Extraction of Data. Before extracting text data from a large dataset on websites, the web scraping method enables individuals to efficiently identify targeted text information. Recently, Anglin (2019) showed the potential of implementing web scraping and natural language processing for educational data for the districts’ policy decisions. By observing the HyperText Markup Language (HTML) structure of a webpage, the researcher automated the extraction of text information in a structured way through R libraries. Using Google developer tools, the researcher inspected the NAEP Questions Tool (NCES, 2021), an online database, and extract information, including text data (a total of 1,171 mathematics questions) from 1990 to 2022. Figure 1 shows the procedures of data extraction and pre-processing.

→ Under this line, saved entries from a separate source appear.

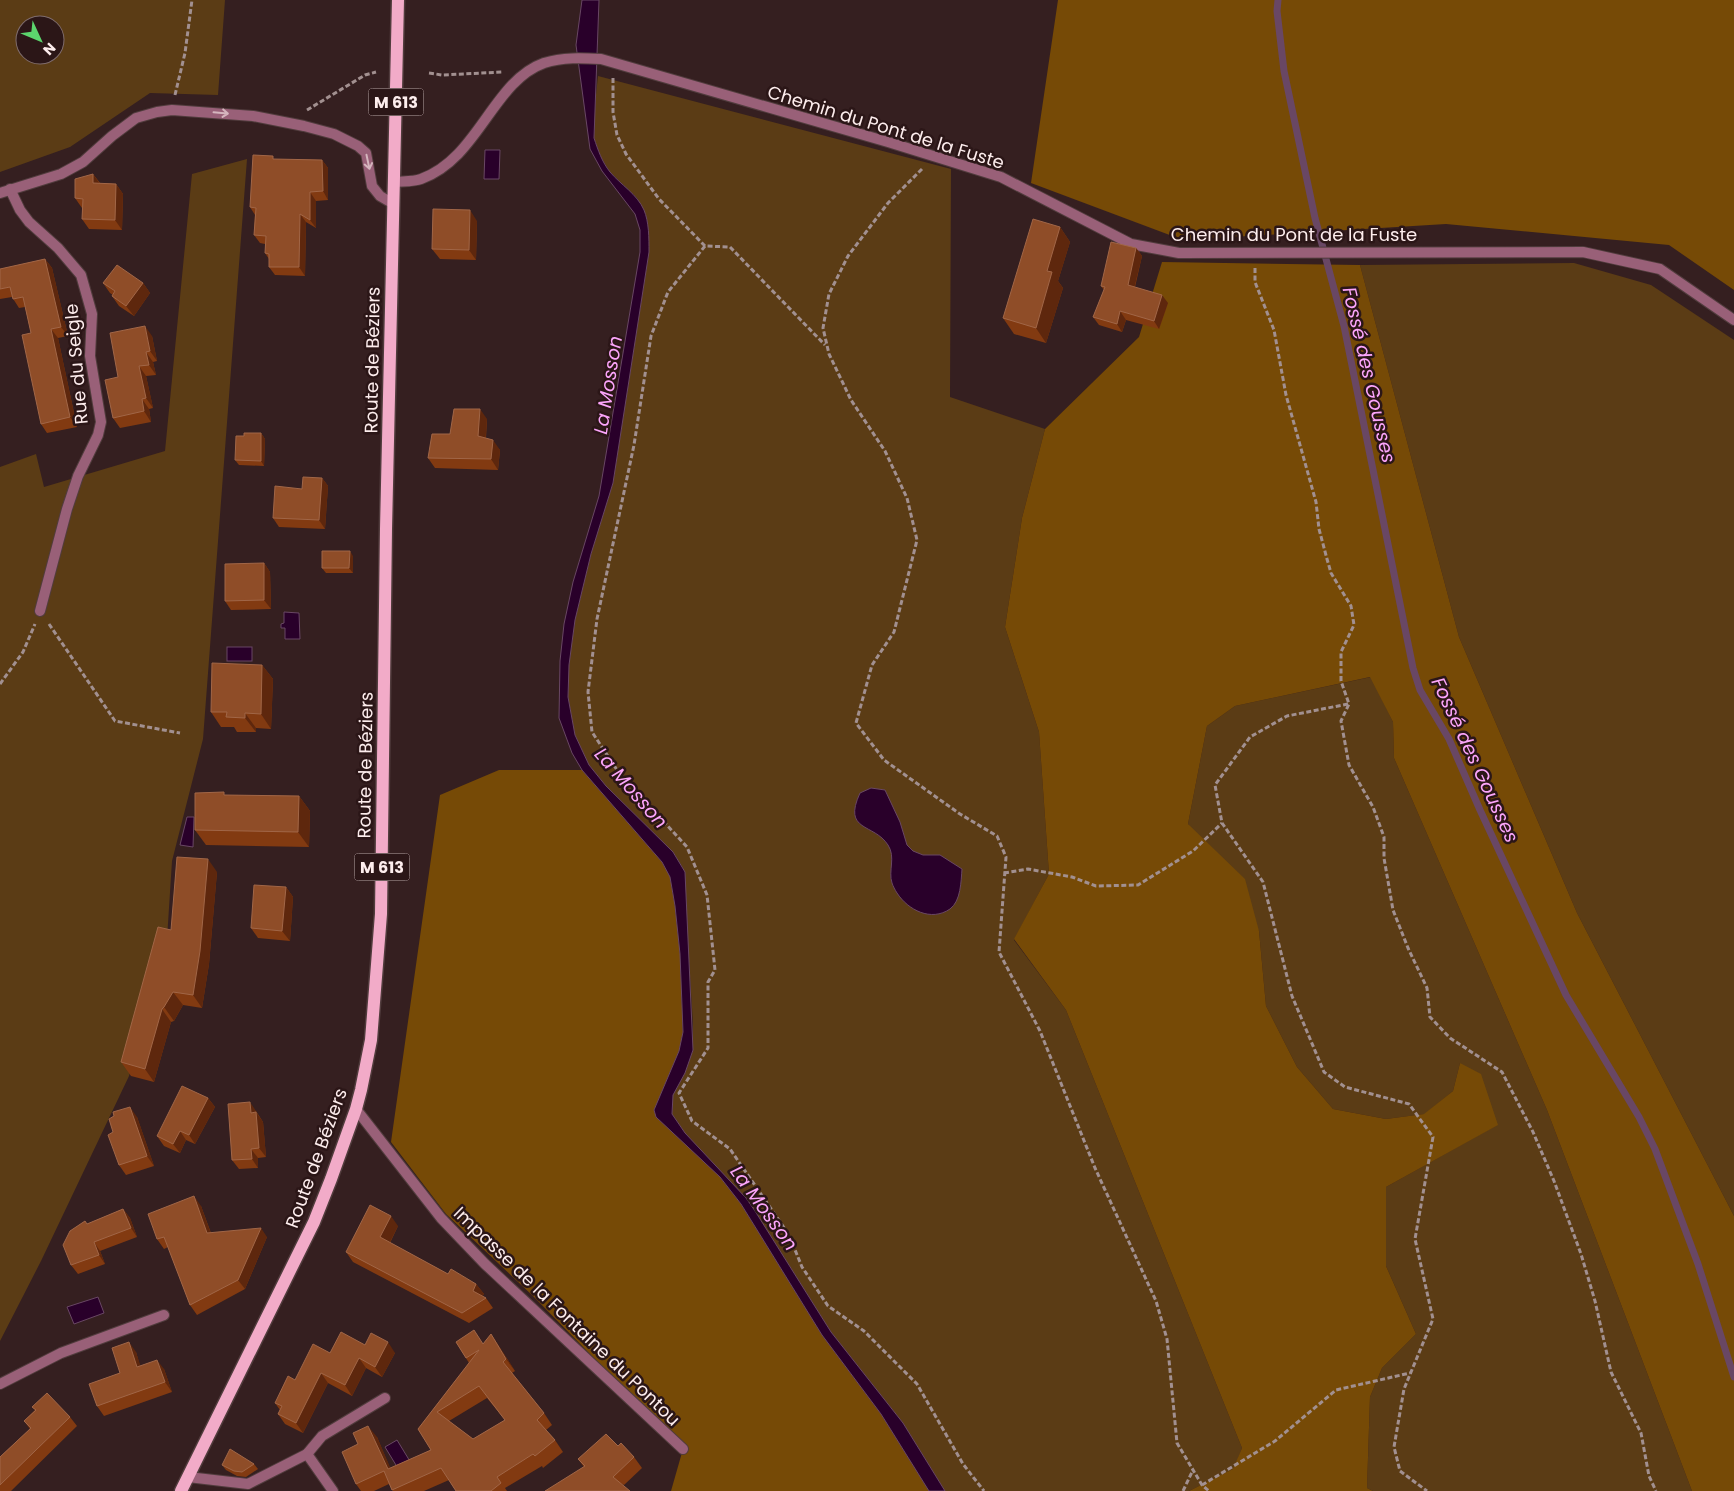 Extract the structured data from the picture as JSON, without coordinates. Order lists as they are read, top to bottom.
{
  "streets": {
    "main road": ["M 613", "Route de Béziers"],
    "street": ["Chemin du Pont de la Fuste", "Rue du Seigle", "Impasse de la Fontaine du Pontou"]
  },
  "crossings": [
    ["Route de Béziers", "Impasse de la Fontaine du Pontou"]
  ],
  "water": ["Fossé des Gousses", "La Mosson"],
  "north": "bottom right"
} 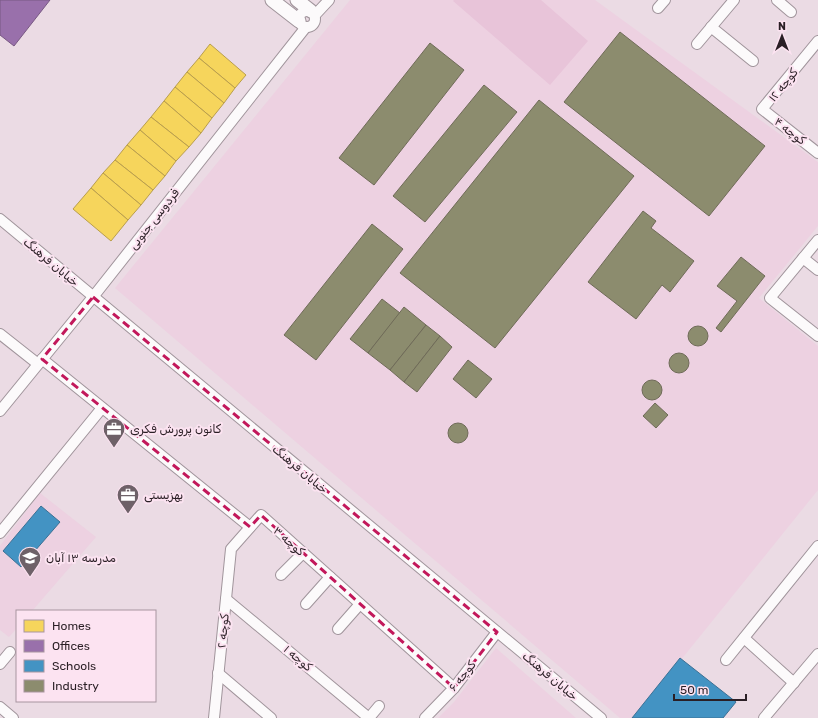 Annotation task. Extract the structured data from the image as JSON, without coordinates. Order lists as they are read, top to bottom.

Text Pre-Processing. To make the textual data appropriate for the algorithm, the researcher tokenized the data by splitting complex text into smaller words. The data were normalized by transforming words into their base or root forms, changing texts to lowercase, converting accented characters to the American Standard Code for Information Interchange, and removing stop words (e.g., “a”, “an”, and “the”), numbers, HTML tags, punctuation marks, and extra white spaces. For this pre-processing, R packages, such as textminingR (Shin, 2022) and tidytext (Silge & Robinson, 2016), were used.

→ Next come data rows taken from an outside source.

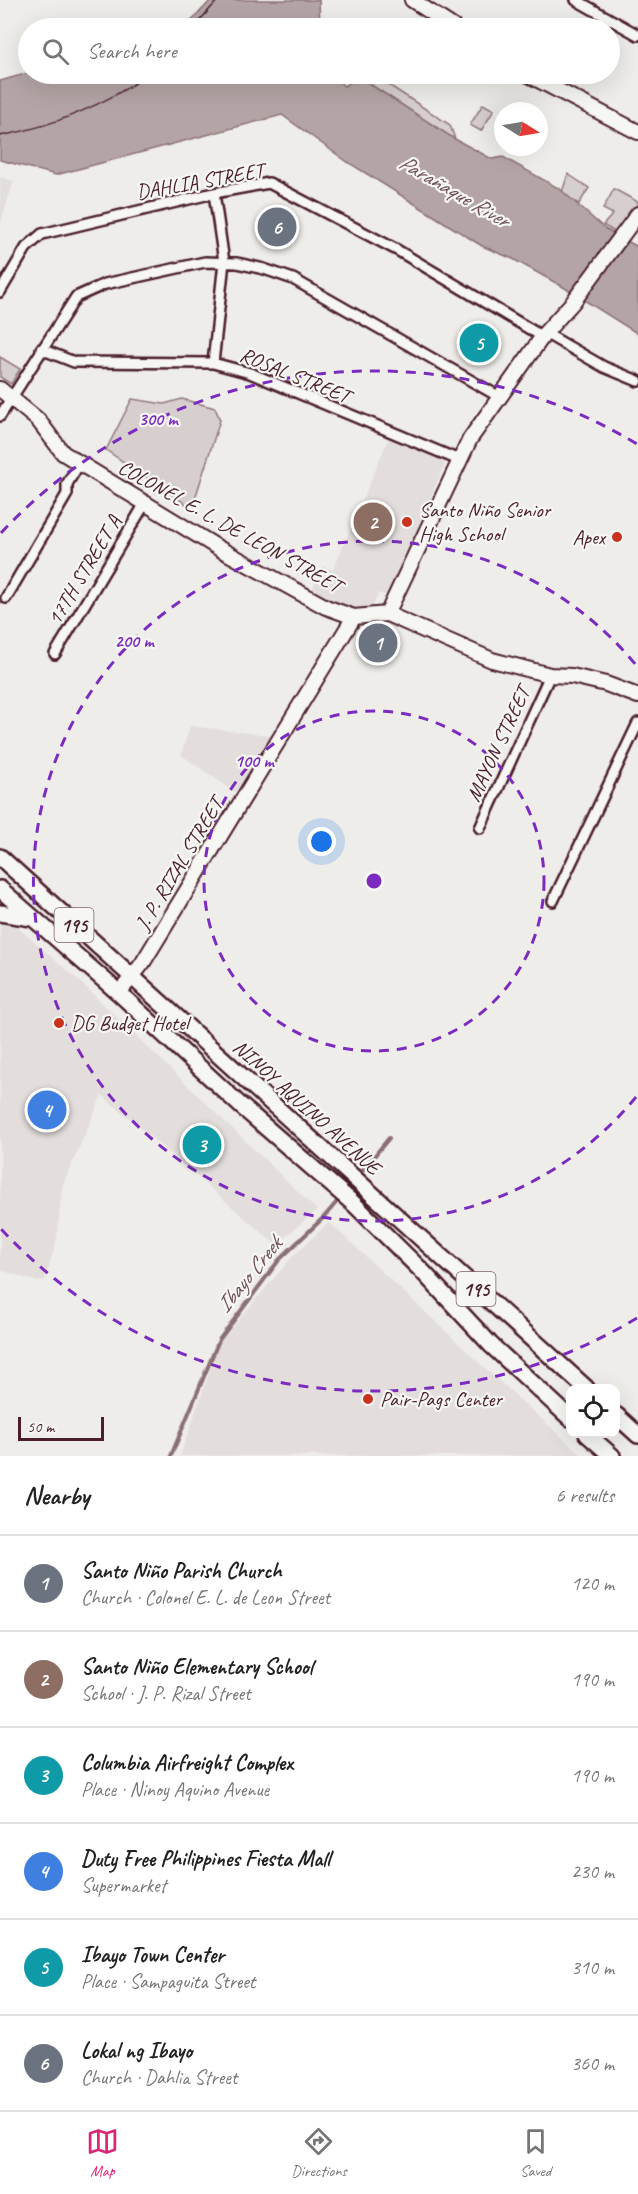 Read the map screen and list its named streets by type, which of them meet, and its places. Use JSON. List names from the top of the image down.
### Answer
{
  "streets": {
    "main road": ["195", "NINOY AQUINO AVENUE"],
    "street": [
      "DAHLIA STREET",
      "ROSAL STREET",
      "COLONEL E. L. DE LEON STREET",
      "17TH STREET A",
      "MAYON STREET",
      "J. P. RIZAL STREET"
    ]
  },
  "crossings": [
    ["COLONEL E. L. DE LEON STREET", "17TH STREET A"],
    ["COLONEL E. L. DE LEON STREET", "MAYON STREET"],
    ["COLONEL E. L. DE LEON STREET", "J. P. RIZAL STREET"],
    ["J. P. RIZAL STREET", "NINOY AQUINO AVENUE"]
  ],
  "water": ["Parañaque River", "Ibayo Creek"],
  "places": [
    "Santo Niño Senior High School",
    "Apex",
    "DG Budget Hotel",
    "Pair-Pags Center"
  ],
  "scale_bar": "50 m",
  "north": "right",
  "page": {
    "search": "Search here",
    "pins": [
      "6",
      "5",
      "2",
      "1",
      "4",
      "3"
    ],
    "scale": "50 m",
    "heading": ["Nearby", "6 results"],
    "list": [
      {
        "mark": "1",
        "name": "Santo Niño Parish Church",
        "note": "Church · Colonel E. L. de Leon Street",
        "value": "120 m"
      },
      {
        "mark": "2",
        "name": "Santo Niño Elementary School",
        "note": "School · J. P. Rizal Street",
        "value": "190 m"
      },
      {
        "mark": "3",
        "name": "Columbia Airfreight Complex",
        "note": "Place · Ninoy Aquino Avenue",
        "value": "190 m"
      },
      {
        "mark": "4",
        "name": "Duty Free Philippines Fiesta Mall",
        "note": "Supermarket",
        "value": "230 m"
      },
      {
        "mark": "5",
        "name": "Ibayo Town Center",
        "note": "Place · Sampaguita Street",
        "value": "310 m"
      },
      {
        "mark": "6",
        "name": "Lokal ng Ibayo",
        "note": "Church · Dahlia Street",
        "value": "360 m"
      }
    ],
    "nav": ["Map", "Directions", "Saved"]
  },
  "rings": ["300 m", "200 m", "100 m"]
} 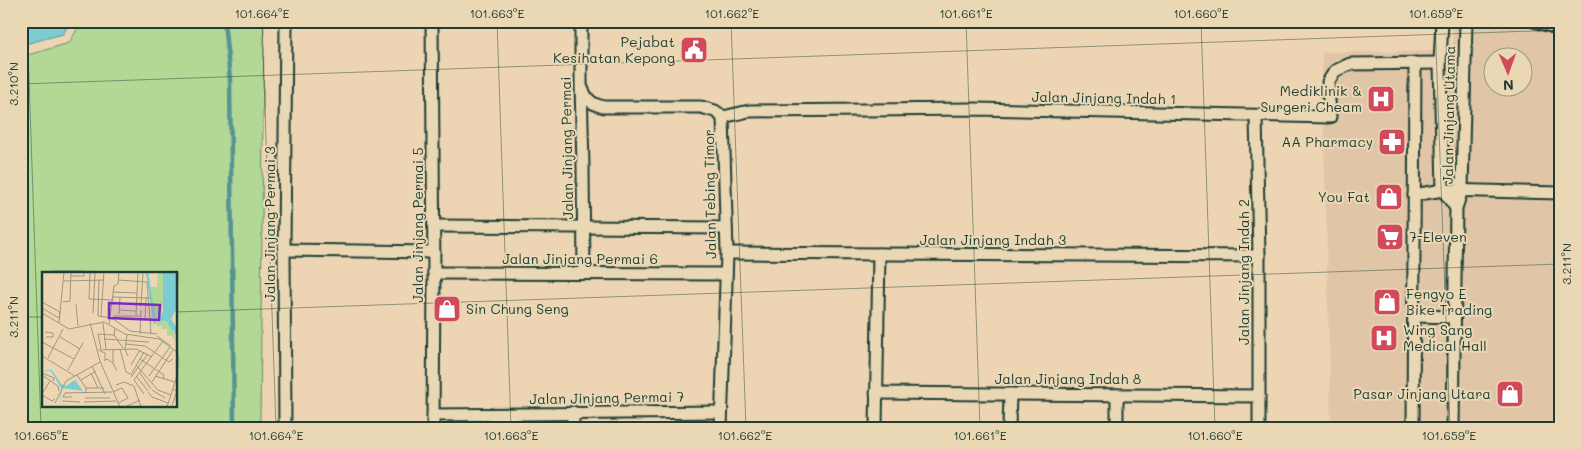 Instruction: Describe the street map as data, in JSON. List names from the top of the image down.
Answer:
{
  "streets": {
    "street": [
      "Jalan Jinjang Indah 1",
      "Jalan Jinjang Utama",
      "Jalan Jinjang Permai",
      "Jalan Tebing Timor",
      "Jalan Jinjang Permai 3",
      "Jalan Jinjang Permai 5",
      "Jalan Jinjang Indah 3",
      "Jalan Jinjang Permai 6",
      "Jalan Jinjang Indah 2",
      "Jalan Jinjang Indah 8",
      "Jalan Jinjang Permai 7"
    ]
  },
  "crossings": [
    ["Jalan Jinjang Indah 1", "Jalan Jinjang Utama"],
    ["Jalan Jinjang Indah 1", "Jalan Tebing Timor"],
    ["Jalan Jinjang Indah 1", "Jalan Jinjang Indah 2"],
    ["Jalan Jinjang Permai", "Jalan Tebing Timor"],
    ["Jalan Jinjang Permai", "Jalan Jinjang Permai 6"],
    ["Jalan Tebing Timor", "Jalan Jinjang Indah 3"],
    ["Jalan Tebing Timor", "Jalan Jinjang Permai 6"],
    ["Jalan Tebing Timor", "Jalan Jinjang Permai 7"],
    ["Jalan Jinjang Permai 5", "Jalan Jinjang Permai 6"],
    ["Jalan Jinjang Permai 5", "Jalan Jinjang Permai 7"],
    ["Jalan Jinjang Indah 3", "Jalan Jinjang Indah 2"],
    ["Jalan Jinjang Indah 2", "Jalan Jinjang Indah 8"]
  ],
  "places": {
    "public building": ["Pejabat Kesihatan Kepong"],
    "hospital": ["Mediklinik & Surgeri Cheam", "Wing Sang Medical Hall"],
    "pharmacy": ["AA Pharmacy"],
    "shop": [
      "You Fat",
      "Fengyo E Bike Trading",
      "Sin Chung Seng",
      "Pasar Jinjang Utara"
    ],
    "supermarket": ["7-Eleven"]
  },
  "north": "bottom",
  "coordinates": [
    "101.664°E",
    "101.663°E",
    "101.662°E",
    "101.661°E",
    "101.660°E",
    "101.659°E",
    "3.210°N",
    "3.211°N",
    "101.665°E"
  ]
}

Creating Customized Dictionary and Stop word lists. The researcher processed two customized dictionary objects with matching patterns of wildcard expressions and calculated inverse document frequency (idf) of each word to create the customized stop words list. This process was completed through quanteda R package (Benoit et al., 2018).

Data Analysis. In providing weight for commonly used words that hinder the distinction across documents, we will calculate the term frequency−inverse document frequency (tf−idf). The tf−idf statistics measure can examine the frequency of a word adjusted for how rarely it is included within the document (Hvitfeldt & Silge, 2021). The tidytext R package (Silge & Robinson, 2016) was used to calculate tf−idf. To visualize the semantic relations between mathematics vocabulary words, the researcher counted the co-occurrence and correlation between each word pair, then visualize the word network.

\[ t f-i d f_{i j}=t f_{i j} \times \log \left(\frac{N}{d f}\right) \]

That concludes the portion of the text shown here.